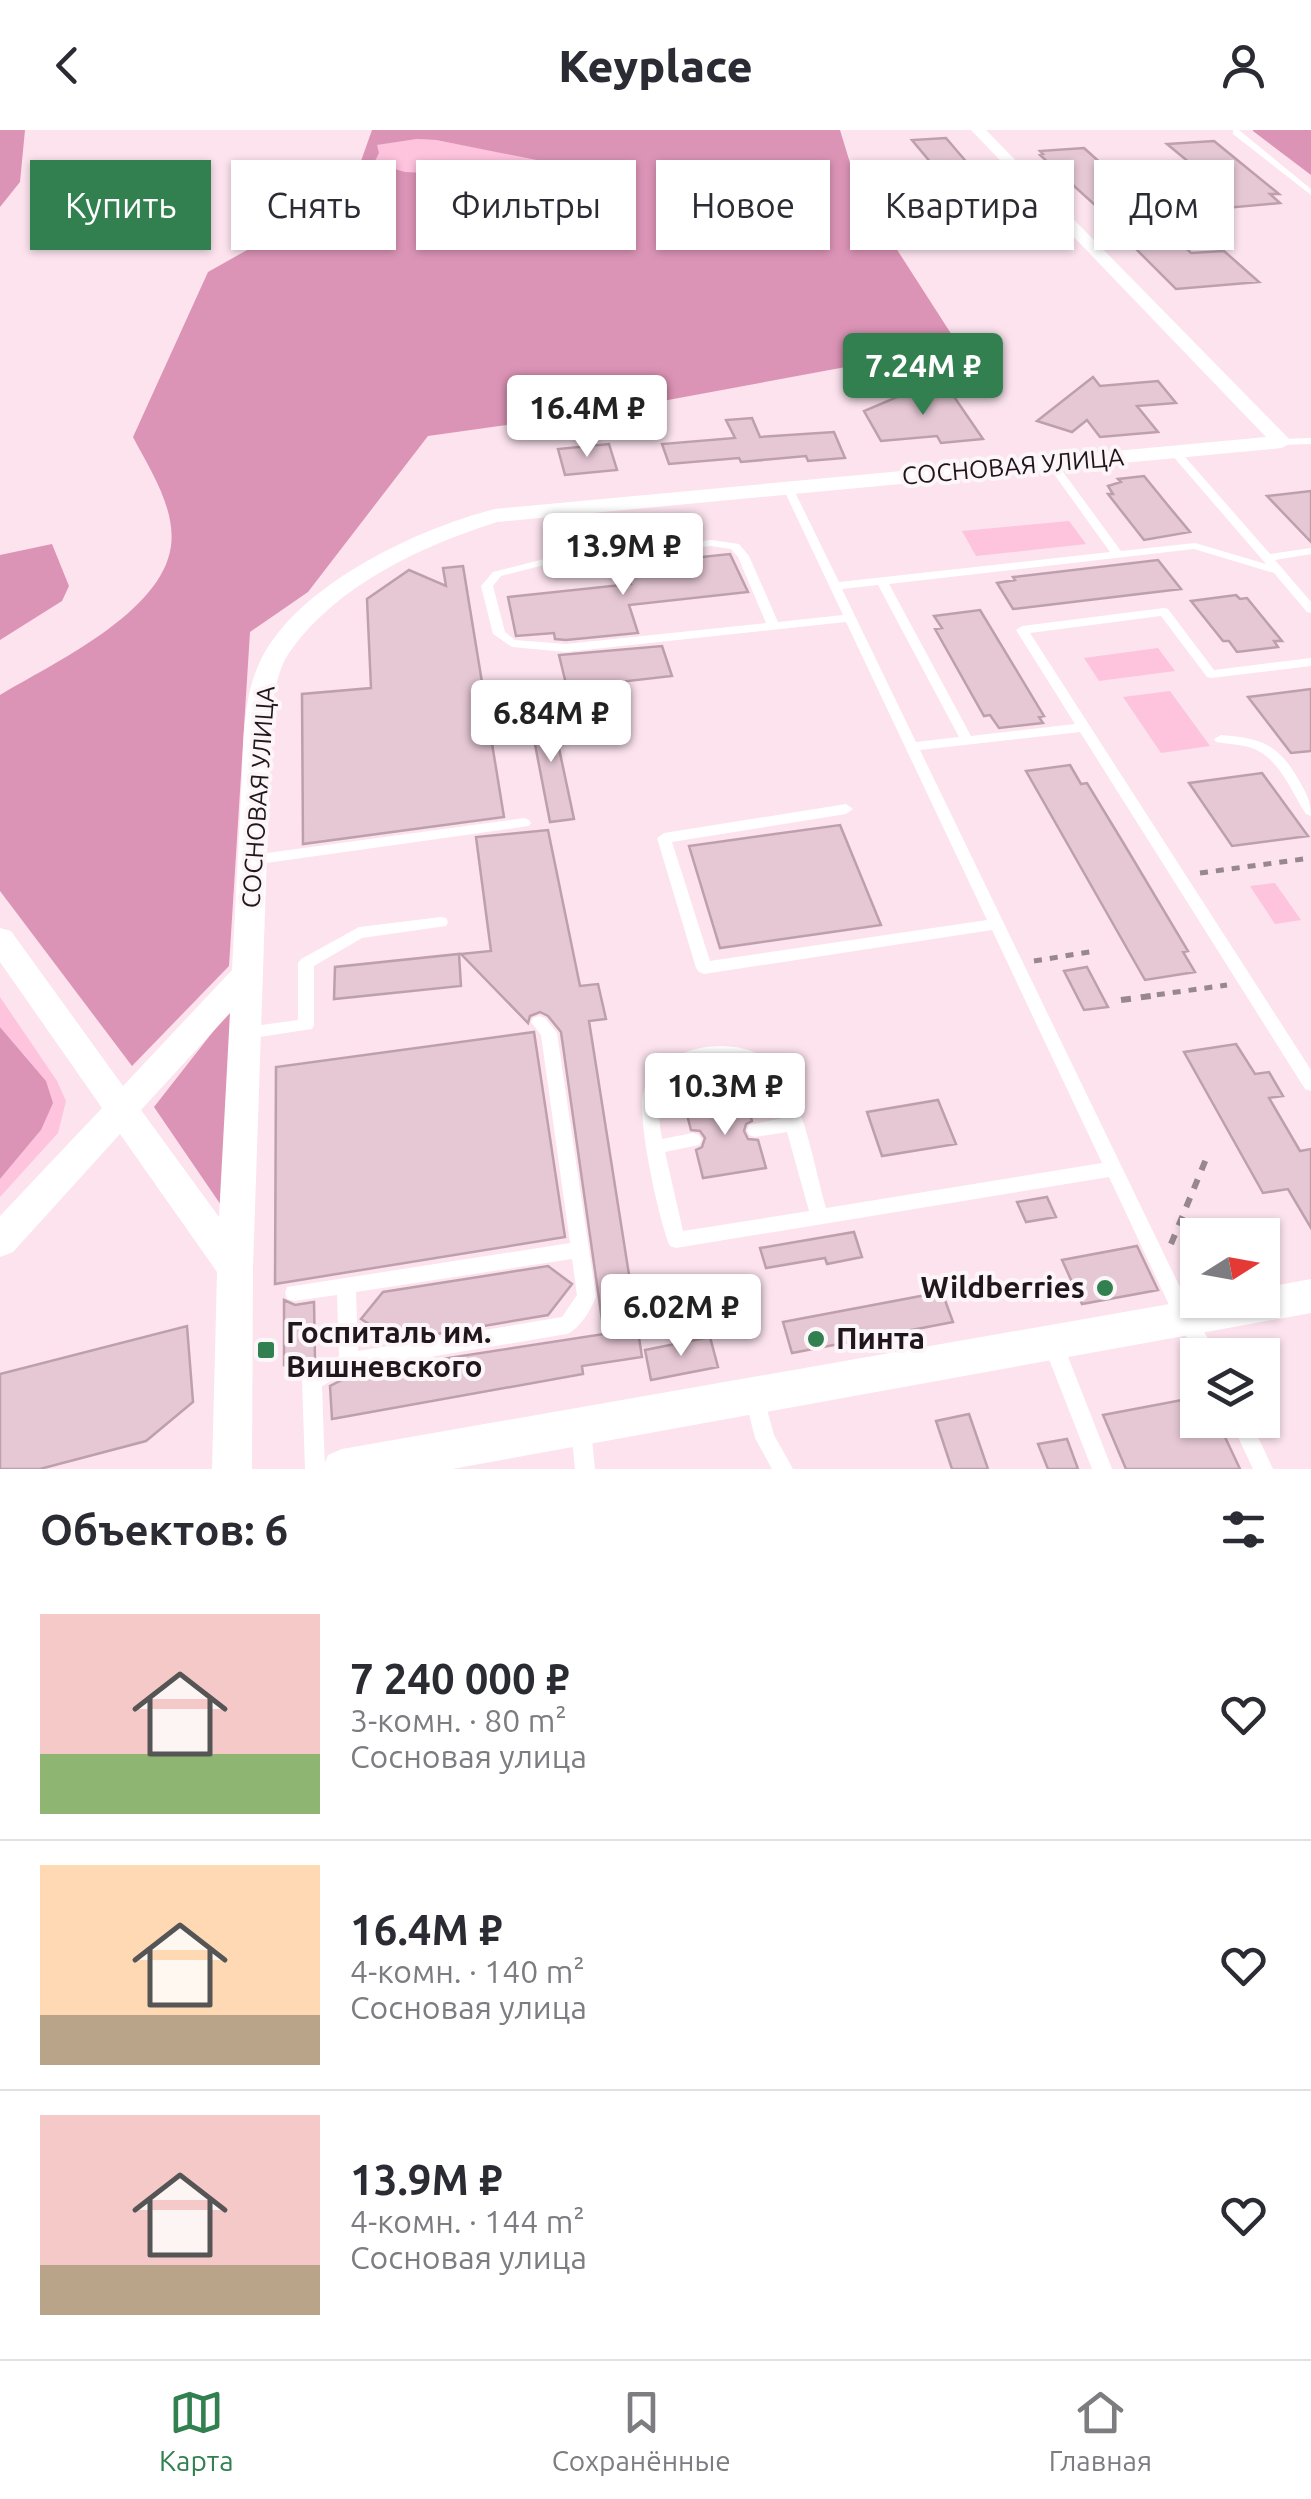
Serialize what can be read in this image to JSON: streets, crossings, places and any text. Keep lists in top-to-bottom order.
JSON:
{
  "streets": {
    "street": ["СОСНОВАЯ УЛИЦА"]
  },
  "places": {
    "other": ["Wildberries", "Пинта"],
    "transit": ["Госпиталь им. Вишневского"]
  },
  "north": "right",
  "page": {
    "header": "Keyplace",
    "chip": [
      "Купить",
      "Снять",
      "Фильтры",
      "Новое",
      "Квартира",
      "Дом"
    ],
    "price": [
      "7.24M ₽",
      "16.4M ₽",
      "13.9M ₽",
      "6.84M ₽",
      "10.3M ₽",
      "6.02M ₽"
    ],
    "heading": "Объектов: 6",
    "list": [
      {
        "name": "7 240 000 ₽",
        "note": "3-комн. · 80 m² · Сосновая улица"
      },
      {
        "name": "16.4M ₽",
        "note": "4-комн. · 140 m² · Сосновая улица"
      },
      {
        "name": "13.9M ₽",
        "note": "4-комн. · 144 m² · Сосновая улица"
      }
    ],
    "tabs": ["Карта", "Сохранённые", "Главная"]
  }
}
---------------
*Task directions*
The material above is to be repeated word for word, with no images kept.

*Output below*
Serialize what can be read in this image to JSON: streets, crossings, places and any text. Keep lists in top-to-bottom order.
JSON:
{
  "streets": {
    "street": ["СОСНОВАЯ УЛИЦА"]
  },
  "places": {
    "other": ["Wildberries", "Пинта"],
    "transit": ["Госпиталь им. Вишневского"]
  },
  "north": "right",
  "page": {
    "header": "Keyplace",
    "chip": [
      "Купить",
      "Снять",
      "Фильтры",
      "Новое",
      "Квартира",
      "Дом"
    ],
    "price": [
      "7.24M ₽",
      "16.4M ₽",
      "13.9M ₽",
      "6.84M ₽",
      "10.3M ₽",
      "6.02M ₽"
    ],
    "heading": "Объектов: 6",
    "list": [
      {
        "name": "7 240 000 ₽",
        "note": "3-комн. · 80 m² · Сосновая улица"
      },
      {
        "name": "16.4M ₽",
        "note": "4-комн. · 140 m² · Сосновая улица"
      },
      {
        "name": "13.9M ₽",
        "note": "4-комн. · 144 m² · Сосновая улица"
      }
    ],
    "tabs": ["Карта", "Сохранённые", "Главная"]
  }
}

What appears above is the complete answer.